Dozens of productions have been suspended indefinitely, including hit series like "Pokemon" and "One Piece"; theatrical releases in the popular "Doraemon" and "Detective Conan" franchises; and even "Sazae-san," the domestic drama that holds the Guinness World Record for the longest running animated TV series. The death of "Pokemon" and Studio Ghibli actress Kumiko Okae last month from pneumonia caused by COVID-19 shocked the voice-acting community.

Animation studios in Japan are not like their mammoth corporate counterparts in the U.S. -- Disney, Pixar and DreamWorks. Most are chronically understaffed and overworked, qualifying at best as small and midsize businesses. Many are also independently operated, and rely upon collaborations with other studios at home and abroad.

Tadashi Sudo

Veteran anime business analyst and critic Tadashi Sudo, founder of industry trade site Anime!Anime!, cites four challenges facing Japanese studios today: the disruption of supply lines with the rest of Asia; the cancellation of live events and closure of cinemas; delays in overall domestic production due to "teleworking" (working from home); and the cancellation of voice-dubbing sessions. Of these, he says, the last is the most damaging.

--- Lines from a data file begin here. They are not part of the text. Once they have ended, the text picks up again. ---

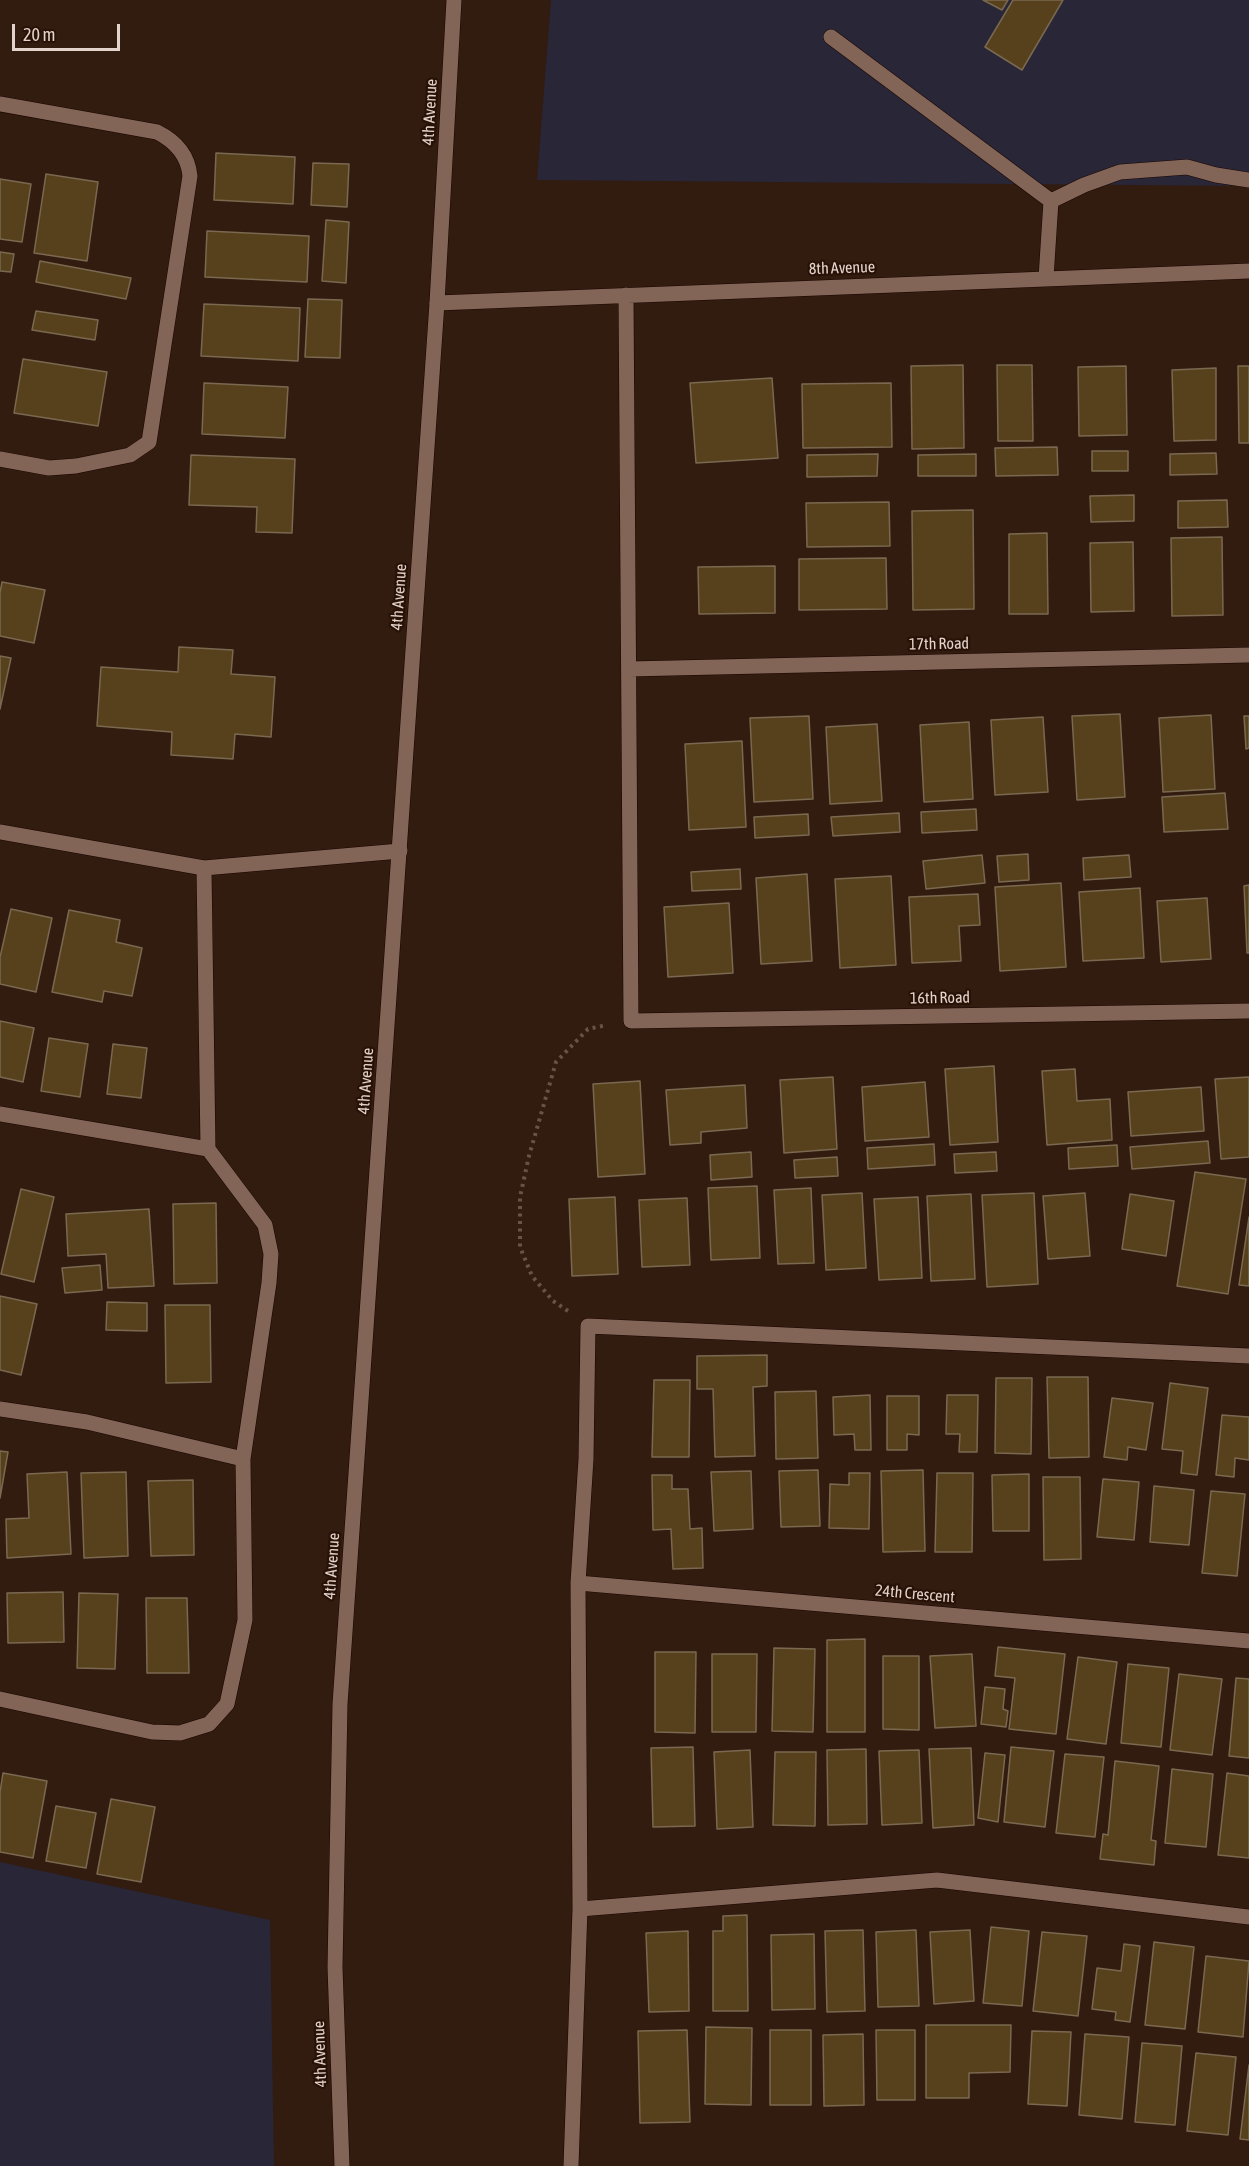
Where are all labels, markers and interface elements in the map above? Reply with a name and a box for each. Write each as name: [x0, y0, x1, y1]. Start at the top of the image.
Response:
scale bar: [15, 12, 123, 50]
text: 20 m: [23, 24, 55, 45]
street label: 4th Avenue: [419, 78, 441, 146]
street label: 8th Avenue: [809, 257, 875, 279]
street label: 4th Avenue: [387, 563, 411, 631]
street label: 17th Road: [909, 634, 969, 654]
street label: 16th Road: [910, 988, 970, 1008]
street label: 4th Avenue: [354, 1047, 378, 1115]
street label: 4th Avenue: [320, 1532, 344, 1600]
street label: 24th Crescent: [874, 1581, 956, 1607]
street label: 4th Avenue: [309, 2021, 331, 2087]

"Dubbing is the biggest problem. Many anime voice actors gather together as a full cast in a highly congested space. They speak loudly to each other, filling the air. Some of those actors are elderly. We can try to change the system, but it will take a long time."

Having actors appear one at a time to record their lines is standard procedure for many video game companies, Hollywood studios and the larger overseas animation producers, but the process of booking solo recordings is costly. As Tokyo-based anime and manga translator Dan Kanemitsu says, it also produces different aesthetic results.

"The spontaneous interaction between the performers is lost when you have people come in one by one," he says, contrasting it with video games, where flowing dialogue between multiple characters, common in anime, is rare.


"Anime voice actors also make a lot of money with their live performances," he says. "With this revenue stream drying up, the situation is very difficult." So difficult, in fact, that one voice actor, Megumi Ogata of "Evangelion" and "Yu-Gi-Oh" fame, tweeted a plea for understanding from impatient anime fans frustrated by delays: "It's amazing that anything is on the air," she wrote. "While the cuts are painful, we're working as hard as we can."

Japan's anime industry has been reluctant to embrace global standards in digital, computer-generated 3D imagery, adhering instead to a 2D model of visual art, much of it hand-drawn by employees crammed into tiny open-air cubicles, surviving on instant noodles and sometimes sleeping under their desks. The environment is as antiquated as company policy: working from home does not compute.

But Japan's few pioneering computer-generated anime studios are facing their own coronavirus obstacle: bandwidth.